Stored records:
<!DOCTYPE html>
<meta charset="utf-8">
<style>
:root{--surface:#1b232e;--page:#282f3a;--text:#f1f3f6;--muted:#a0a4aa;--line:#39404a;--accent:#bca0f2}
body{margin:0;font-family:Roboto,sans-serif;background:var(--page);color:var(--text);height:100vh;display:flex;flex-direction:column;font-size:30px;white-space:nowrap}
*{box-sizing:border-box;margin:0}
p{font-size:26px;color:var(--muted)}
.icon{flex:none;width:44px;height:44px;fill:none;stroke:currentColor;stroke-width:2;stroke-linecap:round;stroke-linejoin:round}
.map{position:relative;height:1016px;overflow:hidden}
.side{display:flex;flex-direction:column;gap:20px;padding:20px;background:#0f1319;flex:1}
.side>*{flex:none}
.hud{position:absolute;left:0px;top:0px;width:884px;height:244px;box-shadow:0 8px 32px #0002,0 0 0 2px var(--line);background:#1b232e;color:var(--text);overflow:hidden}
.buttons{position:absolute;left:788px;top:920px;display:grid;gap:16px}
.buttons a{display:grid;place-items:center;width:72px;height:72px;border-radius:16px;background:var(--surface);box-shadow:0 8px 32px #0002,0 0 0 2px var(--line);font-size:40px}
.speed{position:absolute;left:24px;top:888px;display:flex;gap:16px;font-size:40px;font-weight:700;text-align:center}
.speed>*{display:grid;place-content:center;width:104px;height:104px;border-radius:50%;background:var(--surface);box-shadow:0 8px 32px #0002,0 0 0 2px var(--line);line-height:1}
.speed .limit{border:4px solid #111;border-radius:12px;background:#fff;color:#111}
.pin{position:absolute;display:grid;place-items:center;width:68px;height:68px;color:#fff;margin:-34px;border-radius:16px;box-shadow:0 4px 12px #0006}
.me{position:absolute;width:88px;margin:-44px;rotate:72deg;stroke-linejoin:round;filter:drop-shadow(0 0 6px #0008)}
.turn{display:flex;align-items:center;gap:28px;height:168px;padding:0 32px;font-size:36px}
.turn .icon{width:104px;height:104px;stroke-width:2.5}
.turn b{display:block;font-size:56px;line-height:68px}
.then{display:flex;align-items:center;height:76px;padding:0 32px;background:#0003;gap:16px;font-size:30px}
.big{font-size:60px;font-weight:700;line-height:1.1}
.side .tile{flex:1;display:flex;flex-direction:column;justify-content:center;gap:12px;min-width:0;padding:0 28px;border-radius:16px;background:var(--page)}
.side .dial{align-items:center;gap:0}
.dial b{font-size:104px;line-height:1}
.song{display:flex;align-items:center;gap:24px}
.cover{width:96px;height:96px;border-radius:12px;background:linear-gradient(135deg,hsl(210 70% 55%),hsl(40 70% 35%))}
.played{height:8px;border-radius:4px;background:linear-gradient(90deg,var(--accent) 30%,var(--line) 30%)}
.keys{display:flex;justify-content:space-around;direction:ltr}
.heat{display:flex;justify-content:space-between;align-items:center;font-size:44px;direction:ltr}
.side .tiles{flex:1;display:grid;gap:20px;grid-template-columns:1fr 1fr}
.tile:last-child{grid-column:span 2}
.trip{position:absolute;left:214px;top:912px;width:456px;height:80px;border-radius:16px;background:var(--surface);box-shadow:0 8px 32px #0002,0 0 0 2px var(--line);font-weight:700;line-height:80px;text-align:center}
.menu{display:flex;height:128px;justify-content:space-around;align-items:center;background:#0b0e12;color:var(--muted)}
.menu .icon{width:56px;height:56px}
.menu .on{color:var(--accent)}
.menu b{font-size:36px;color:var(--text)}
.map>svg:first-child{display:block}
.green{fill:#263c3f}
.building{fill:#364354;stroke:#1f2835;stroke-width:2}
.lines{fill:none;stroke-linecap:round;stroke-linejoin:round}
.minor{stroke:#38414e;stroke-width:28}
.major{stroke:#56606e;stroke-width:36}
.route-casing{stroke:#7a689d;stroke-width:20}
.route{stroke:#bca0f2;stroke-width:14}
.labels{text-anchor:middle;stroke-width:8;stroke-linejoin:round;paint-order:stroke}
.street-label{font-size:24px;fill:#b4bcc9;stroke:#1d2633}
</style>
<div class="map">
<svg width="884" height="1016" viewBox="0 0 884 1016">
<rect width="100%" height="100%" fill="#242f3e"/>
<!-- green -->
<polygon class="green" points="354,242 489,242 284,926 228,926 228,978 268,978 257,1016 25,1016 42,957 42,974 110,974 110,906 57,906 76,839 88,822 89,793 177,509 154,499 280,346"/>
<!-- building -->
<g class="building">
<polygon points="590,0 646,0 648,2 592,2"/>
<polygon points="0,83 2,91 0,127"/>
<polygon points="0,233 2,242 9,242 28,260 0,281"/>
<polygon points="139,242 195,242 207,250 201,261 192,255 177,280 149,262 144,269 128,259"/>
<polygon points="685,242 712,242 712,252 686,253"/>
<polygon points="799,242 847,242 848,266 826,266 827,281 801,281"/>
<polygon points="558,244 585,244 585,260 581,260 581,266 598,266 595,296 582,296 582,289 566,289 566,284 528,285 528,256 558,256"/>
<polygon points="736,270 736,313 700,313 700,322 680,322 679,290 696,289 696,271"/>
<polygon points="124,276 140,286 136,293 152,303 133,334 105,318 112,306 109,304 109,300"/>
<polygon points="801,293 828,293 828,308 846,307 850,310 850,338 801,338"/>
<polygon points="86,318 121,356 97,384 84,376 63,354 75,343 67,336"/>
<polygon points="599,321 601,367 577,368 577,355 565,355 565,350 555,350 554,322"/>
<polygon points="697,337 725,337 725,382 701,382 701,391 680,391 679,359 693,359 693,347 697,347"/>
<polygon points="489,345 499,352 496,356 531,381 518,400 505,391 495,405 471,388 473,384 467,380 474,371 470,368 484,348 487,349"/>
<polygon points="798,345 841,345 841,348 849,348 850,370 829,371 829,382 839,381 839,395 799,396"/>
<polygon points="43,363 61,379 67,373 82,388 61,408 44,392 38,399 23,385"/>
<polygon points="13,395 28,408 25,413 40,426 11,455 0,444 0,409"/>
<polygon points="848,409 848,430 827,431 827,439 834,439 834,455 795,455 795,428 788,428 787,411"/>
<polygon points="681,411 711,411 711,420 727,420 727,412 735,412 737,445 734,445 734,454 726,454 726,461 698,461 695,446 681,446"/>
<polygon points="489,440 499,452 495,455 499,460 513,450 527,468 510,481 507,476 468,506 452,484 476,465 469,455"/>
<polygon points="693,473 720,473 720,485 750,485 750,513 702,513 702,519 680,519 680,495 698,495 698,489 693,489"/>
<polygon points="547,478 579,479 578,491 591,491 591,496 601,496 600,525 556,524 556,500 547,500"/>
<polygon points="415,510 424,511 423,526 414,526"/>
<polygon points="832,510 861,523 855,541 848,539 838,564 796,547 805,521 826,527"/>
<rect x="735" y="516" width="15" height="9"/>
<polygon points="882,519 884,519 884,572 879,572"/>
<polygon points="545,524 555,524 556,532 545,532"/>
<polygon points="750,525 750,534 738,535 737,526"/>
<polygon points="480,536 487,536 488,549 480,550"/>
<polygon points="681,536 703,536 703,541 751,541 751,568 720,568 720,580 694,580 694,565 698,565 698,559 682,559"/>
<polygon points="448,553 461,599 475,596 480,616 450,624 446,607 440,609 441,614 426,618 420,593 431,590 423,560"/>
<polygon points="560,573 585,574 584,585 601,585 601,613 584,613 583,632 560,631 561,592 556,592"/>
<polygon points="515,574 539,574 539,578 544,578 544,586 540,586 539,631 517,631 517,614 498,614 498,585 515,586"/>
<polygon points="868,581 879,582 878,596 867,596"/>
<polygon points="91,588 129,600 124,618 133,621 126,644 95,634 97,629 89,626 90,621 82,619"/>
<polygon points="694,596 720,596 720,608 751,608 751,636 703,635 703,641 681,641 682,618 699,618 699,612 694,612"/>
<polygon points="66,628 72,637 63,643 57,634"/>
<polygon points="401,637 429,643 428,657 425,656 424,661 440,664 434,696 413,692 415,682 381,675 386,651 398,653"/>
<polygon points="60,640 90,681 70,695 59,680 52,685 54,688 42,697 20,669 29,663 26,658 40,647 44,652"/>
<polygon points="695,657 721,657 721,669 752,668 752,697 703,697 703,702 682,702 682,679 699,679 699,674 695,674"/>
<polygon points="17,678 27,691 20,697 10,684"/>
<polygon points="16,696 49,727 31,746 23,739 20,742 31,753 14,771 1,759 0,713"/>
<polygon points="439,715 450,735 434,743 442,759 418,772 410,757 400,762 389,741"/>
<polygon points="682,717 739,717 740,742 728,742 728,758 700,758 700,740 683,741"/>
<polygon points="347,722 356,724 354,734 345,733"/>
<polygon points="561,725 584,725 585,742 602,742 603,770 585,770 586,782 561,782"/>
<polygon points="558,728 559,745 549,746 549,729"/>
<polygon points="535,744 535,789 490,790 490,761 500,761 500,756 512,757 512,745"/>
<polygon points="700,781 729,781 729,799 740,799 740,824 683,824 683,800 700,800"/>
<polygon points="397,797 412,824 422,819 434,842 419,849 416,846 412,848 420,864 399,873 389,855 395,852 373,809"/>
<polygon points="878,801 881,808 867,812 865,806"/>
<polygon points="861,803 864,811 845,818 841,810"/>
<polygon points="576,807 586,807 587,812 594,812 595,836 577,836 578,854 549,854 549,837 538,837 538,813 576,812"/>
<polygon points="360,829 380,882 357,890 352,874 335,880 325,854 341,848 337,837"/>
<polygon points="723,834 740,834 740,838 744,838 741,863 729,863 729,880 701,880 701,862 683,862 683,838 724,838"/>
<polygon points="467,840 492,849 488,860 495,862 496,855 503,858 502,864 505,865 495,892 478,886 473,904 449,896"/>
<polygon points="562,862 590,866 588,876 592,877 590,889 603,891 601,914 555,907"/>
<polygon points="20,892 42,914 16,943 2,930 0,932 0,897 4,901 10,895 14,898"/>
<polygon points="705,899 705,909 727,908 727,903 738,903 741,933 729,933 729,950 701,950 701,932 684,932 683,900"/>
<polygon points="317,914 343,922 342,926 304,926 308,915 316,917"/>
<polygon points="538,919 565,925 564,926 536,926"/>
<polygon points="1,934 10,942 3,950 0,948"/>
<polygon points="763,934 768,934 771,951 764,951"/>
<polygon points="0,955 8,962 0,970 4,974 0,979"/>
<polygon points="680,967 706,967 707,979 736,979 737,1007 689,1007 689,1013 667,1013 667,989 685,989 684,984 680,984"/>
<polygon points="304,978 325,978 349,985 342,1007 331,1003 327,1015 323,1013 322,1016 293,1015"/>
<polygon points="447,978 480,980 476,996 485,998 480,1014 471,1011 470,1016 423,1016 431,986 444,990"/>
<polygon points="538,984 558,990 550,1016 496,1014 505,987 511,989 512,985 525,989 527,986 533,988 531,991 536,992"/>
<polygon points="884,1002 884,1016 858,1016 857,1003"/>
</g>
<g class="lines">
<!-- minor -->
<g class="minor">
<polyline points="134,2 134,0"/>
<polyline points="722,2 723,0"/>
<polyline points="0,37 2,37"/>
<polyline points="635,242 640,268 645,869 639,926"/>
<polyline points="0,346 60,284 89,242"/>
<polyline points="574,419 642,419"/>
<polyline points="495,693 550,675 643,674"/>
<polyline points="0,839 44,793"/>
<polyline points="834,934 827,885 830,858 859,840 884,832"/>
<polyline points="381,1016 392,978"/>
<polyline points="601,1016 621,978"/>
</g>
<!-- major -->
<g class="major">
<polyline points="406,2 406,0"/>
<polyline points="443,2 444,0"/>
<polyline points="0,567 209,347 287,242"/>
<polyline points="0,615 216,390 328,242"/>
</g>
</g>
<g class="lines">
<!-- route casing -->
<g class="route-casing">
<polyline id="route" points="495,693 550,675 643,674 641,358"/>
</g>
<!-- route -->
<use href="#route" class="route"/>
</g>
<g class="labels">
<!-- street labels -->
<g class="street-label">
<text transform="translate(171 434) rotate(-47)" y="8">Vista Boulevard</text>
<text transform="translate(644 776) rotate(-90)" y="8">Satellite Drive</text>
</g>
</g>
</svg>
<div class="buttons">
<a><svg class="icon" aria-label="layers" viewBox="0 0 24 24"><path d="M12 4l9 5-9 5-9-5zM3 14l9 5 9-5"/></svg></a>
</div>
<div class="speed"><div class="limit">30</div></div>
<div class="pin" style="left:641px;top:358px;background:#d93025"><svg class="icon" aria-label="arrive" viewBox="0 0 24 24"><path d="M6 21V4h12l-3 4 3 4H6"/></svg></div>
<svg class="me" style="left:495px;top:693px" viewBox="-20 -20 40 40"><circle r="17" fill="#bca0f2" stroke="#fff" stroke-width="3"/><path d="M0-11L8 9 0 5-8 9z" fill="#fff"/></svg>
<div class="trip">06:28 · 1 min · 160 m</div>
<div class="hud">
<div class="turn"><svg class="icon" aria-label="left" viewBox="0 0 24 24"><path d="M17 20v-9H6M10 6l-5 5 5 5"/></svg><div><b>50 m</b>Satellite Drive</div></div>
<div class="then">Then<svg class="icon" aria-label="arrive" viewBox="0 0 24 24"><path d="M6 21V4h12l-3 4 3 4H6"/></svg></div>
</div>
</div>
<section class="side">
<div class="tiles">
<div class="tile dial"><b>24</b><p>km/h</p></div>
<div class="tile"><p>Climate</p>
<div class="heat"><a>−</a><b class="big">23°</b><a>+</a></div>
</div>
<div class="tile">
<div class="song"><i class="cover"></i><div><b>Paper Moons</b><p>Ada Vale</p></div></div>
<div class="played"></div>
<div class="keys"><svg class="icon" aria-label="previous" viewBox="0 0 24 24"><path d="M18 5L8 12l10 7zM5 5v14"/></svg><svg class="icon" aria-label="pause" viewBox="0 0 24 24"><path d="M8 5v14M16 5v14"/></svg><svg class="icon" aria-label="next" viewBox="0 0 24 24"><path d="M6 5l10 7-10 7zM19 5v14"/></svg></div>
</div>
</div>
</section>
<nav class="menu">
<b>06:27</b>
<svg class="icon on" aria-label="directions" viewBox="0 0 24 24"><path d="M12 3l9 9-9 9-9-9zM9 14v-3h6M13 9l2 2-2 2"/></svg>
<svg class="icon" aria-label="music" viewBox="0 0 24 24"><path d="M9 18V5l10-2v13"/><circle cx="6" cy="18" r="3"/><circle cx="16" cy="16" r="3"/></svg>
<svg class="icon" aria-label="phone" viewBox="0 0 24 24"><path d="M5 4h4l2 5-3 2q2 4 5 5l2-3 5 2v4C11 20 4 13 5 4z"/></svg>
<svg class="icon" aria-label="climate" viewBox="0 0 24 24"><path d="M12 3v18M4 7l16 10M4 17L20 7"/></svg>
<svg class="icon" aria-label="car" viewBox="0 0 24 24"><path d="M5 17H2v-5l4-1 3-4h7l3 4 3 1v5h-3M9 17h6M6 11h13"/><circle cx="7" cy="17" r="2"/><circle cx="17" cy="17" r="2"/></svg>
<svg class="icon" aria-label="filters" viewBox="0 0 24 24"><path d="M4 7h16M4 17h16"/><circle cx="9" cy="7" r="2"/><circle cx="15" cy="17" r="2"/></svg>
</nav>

### EXERCISE GOAL
In the records above, some lines hold the word "padding". Say how many, and nothing more.

### RESULT FOR THIS TASK
4